## WORK REQUIRED
Could you restate, word for word, the line that has "I am building" and all lines following it through the end of the entries below?

Stored data:
══════

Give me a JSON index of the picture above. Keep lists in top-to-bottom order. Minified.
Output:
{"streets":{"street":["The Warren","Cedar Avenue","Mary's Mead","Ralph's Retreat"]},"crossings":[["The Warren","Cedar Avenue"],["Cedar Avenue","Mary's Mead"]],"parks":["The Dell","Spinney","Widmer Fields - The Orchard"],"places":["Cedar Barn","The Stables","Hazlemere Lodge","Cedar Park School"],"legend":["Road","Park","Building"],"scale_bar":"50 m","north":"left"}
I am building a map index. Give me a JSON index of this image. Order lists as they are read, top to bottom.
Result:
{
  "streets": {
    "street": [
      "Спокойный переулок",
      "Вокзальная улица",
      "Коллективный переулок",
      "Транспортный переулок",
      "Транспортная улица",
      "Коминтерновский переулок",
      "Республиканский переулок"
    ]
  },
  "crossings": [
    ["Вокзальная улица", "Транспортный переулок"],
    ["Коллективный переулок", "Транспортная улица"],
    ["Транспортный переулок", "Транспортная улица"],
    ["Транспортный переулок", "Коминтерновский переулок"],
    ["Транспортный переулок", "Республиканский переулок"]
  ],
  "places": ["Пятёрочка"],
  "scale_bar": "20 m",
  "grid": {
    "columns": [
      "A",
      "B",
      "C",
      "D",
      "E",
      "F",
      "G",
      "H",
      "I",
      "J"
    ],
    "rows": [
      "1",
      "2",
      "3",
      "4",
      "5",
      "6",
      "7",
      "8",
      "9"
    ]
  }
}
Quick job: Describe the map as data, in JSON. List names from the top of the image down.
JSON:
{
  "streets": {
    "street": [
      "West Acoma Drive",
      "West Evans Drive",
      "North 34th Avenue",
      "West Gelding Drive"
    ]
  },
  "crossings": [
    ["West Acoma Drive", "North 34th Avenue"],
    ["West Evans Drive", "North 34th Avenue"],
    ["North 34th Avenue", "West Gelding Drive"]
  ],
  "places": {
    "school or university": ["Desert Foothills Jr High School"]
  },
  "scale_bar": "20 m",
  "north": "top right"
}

══════

## OUTPUT FOR THIS TASK
I am building a map index. Give me a JSON index of this image. Order lists as they are read, top to bottom.
Result:
{
  "streets": {
    "street": [
      "Спокойный переулок",
      "Вокзальная улица",
      "Коллективный переулок",
      "Транспортный переулок",
      "Транспортная улица",
      "Коминтерновский переулок",
      "Республиканский переулок"
    ]
  },
  "crossings": [
    ["Вокзальная улица", "Транспортный переулок"],
    ["Коллективный переулок", "Транспортная улица"],
    ["Транспортный переулок", "Транспортная улица"],
    ["Транспортный переулок", "Коминтерновский переулок"],
    ["Транспортный переулок", "Республиканский переулок"]
  ],
  "places": ["Пятёрочка"],
  "scale_bar": "20 m",
  "grid": {
    "columns": [
      "A",
      "B",
      "C",
      "D",
      "E",
      "F",
      "G",
      "H",
      "I",
      "J"
    ],
    "rows": [
      "1",
      "2",
      "3",
      "4",
      "5",
      "6",
      "7",
      "8",
      "9"
    ]
  }
}
Quick job: Describe the map as data, in JSON. List names from the top of the image down.
JSON:
{
  "streets": {
    "street": [
      "West Acoma Drive",
      "West Evans Drive",
      "North 34th Avenue",
      "West Gelding Drive"
    ]
  },
  "crossings": [
    ["West Acoma Drive", "North 34th Avenue"],
    ["West Evans Drive", "North 34th Avenue"],
    ["North 34th Avenue", "West Gelding Drive"]
  ],
  "places": {
    "school or university": ["Desert Foothills Jr High School"]
  },
  "scale_bar": "20 m",
  "north": "top right"
}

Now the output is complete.